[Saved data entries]

┄┄┄┄┄┄┄┄┄┄

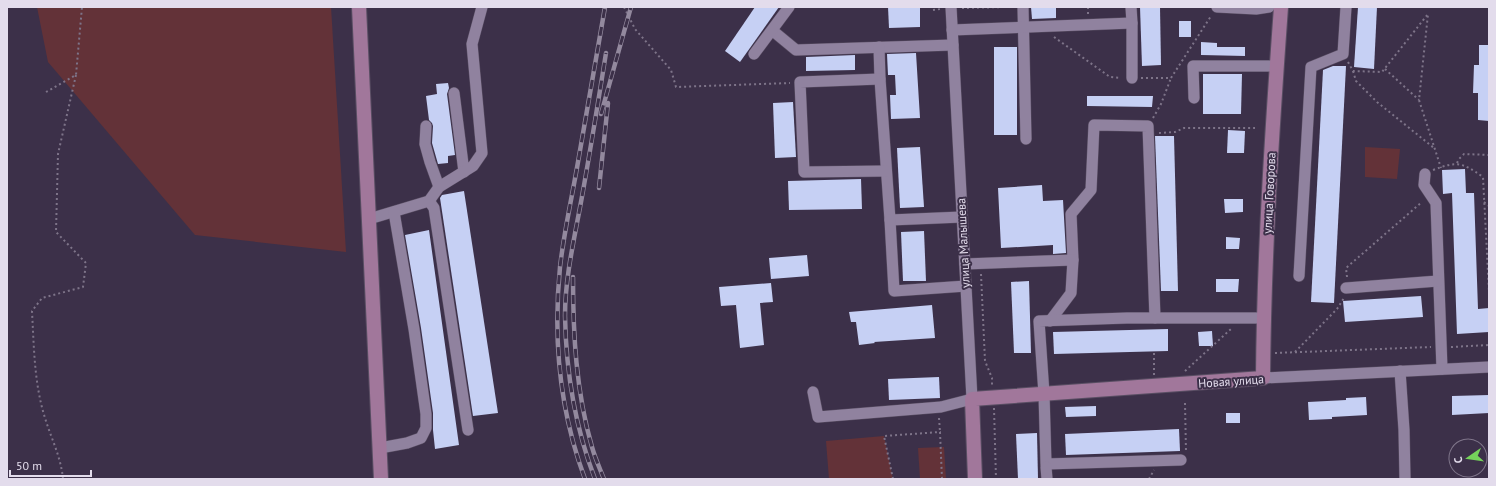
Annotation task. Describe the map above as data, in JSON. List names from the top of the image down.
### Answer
{
  "streets": {
    "main road": ["улица Говорова", "улица Малышева", "Новая улица"]
  },
  "crossings": [
    ["улица Говорова", "Новая улица"],
    ["улица Малышева", "Новая улица"]
  ],
  "scale_bar": "50 m",
  "north": "left"
}
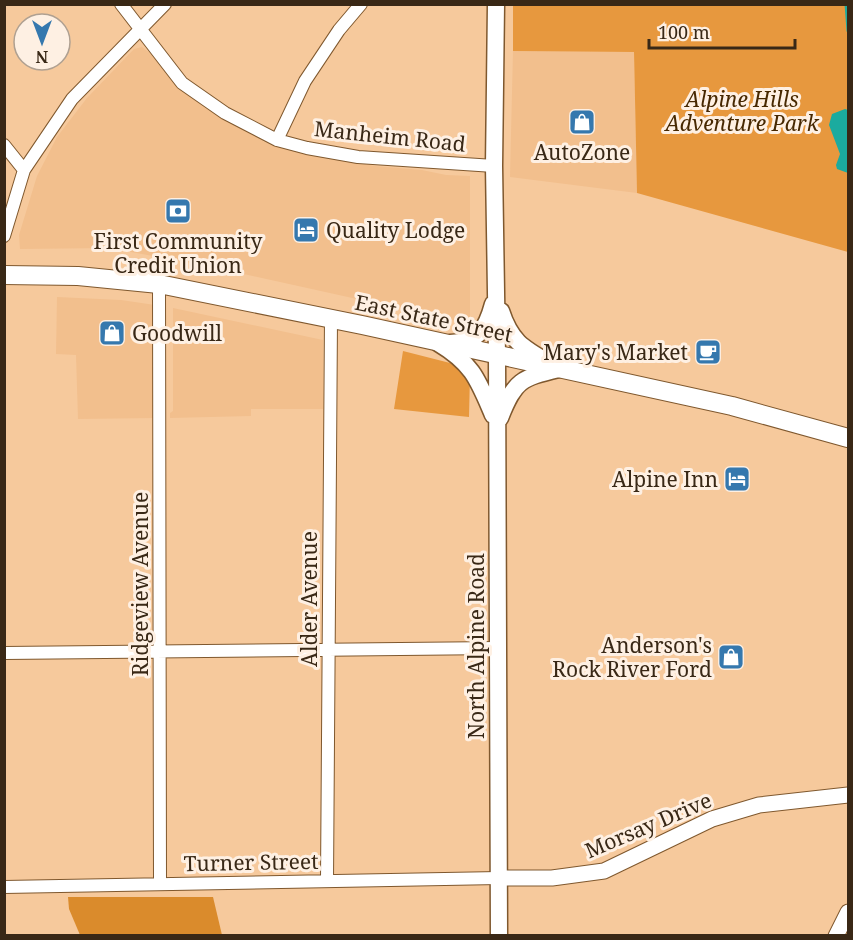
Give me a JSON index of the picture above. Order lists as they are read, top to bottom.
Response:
{
  "streets": {
    "main road": ["East State Street", "North Alpine Road"],
    "street": [
      "Manheim Road",
      "Ridgeview Avenue",
      "Alder Avenue",
      "Morsay Drive",
      "Turner Street"
    ]
  },
  "crossings": [
    ["Manheim Road", "North Alpine Road"],
    ["East State Street", "Ridgeview Avenue"],
    ["East State Street", "Alder Avenue"],
    ["East State Street", "North Alpine Road"],
    ["Ridgeview Avenue", "Turner Street"],
    ["Alder Avenue", "Turner Street"],
    ["North Alpine Road", "Morsay Drive"],
    ["North Alpine Road", "Turner Street"],
    ["Morsay Drive", "Turner Street"]
  ],
  "parks": ["Alpine Hills Adventure Park"],
  "places": {
    "shop": ["AutoZone", "Goodwill", "Anderson's Rock River Ford"],
    "bank": ["First Community Credit Union"],
    "hotel": ["Quality Lodge", "Alpine Inn"],
    "cafe": ["Mary's Market"]
  },
  "scale_bar": "100 m",
  "north": "bottom"
}
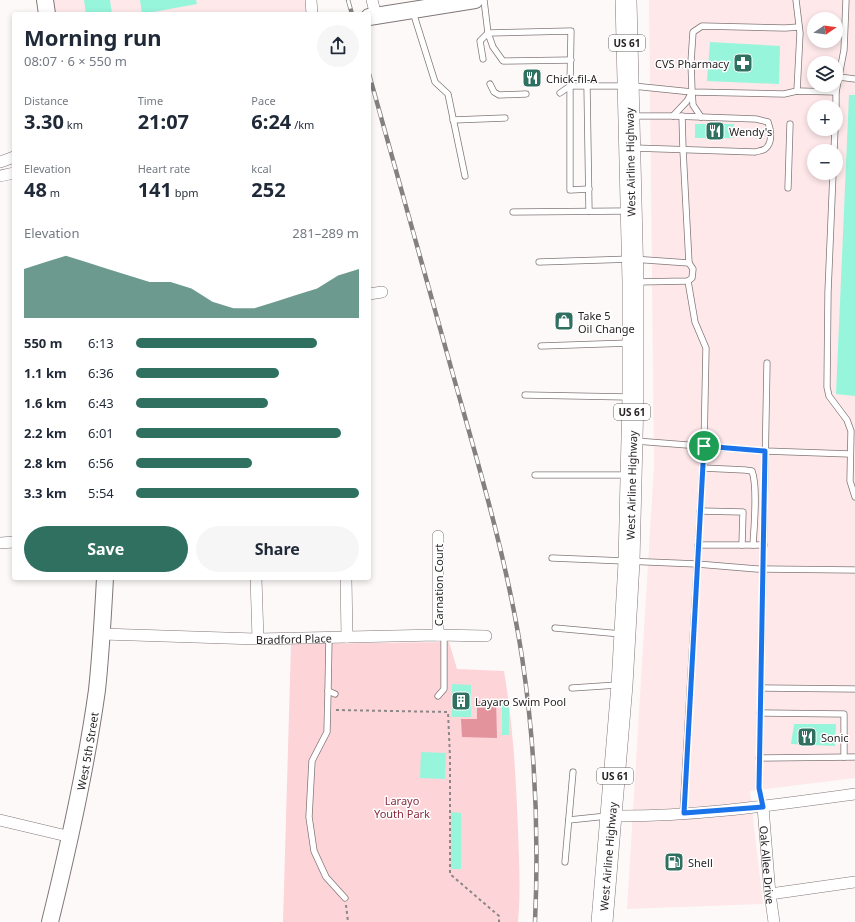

┄┄┄┄┄┄┄┄┄┄

- _Problem to work on_
Give back the records word for word, without their pictures.

- _Solved exercise_
Annotation task. Describe the map above as data, in JSON. List names from the top of the image down.
### Answer
{
  "streets": {
    "main road": ["улица Говорова", "улица Малышева", "Новая улица"]
  },
  "crossings": [
    ["улица Говорова", "Новая улица"],
    ["улица Малышева", "Новая улица"]
  ],
  "scale_bar": "50 m",
  "north": "left"
}
Give me a JSON index of the picture above. Order lists as they are read, top to bottom.
Response:
{
  "streets": {
    "main road": ["East State Street", "North Alpine Road"],
    "street": [
      "Manheim Road",
      "Ridgeview Avenue",
      "Alder Avenue",
      "Morsay Drive",
      "Turner Street"
    ]
  },
  "crossings": [
    ["Manheim Road", "North Alpine Road"],
    ["East State Street", "Ridgeview Avenue"],
    ["East State Street", "Alder Avenue"],
    ["East State Street", "North Alpine Road"],
    ["Ridgeview Avenue", "Turner Street"],
    ["Alder Avenue", "Turner Street"],
    ["North Alpine Road", "Morsay Drive"],
    ["North Alpine Road", "Turner Street"],
    ["Morsay Drive", "Turner Street"]
  ],
  "parks": ["Alpine Hills Adventure Park"],
  "places": {
    "shop": ["AutoZone", "Goodwill", "Anderson's Rock River Ford"],
    "bank": ["First Community Credit Union"],
    "hotel": ["Quality Lodge", "Alpine Inn"],
    "cafe": ["Mary's Market"]
  },
  "scale_bar": "100 m",
  "north": "bottom"
}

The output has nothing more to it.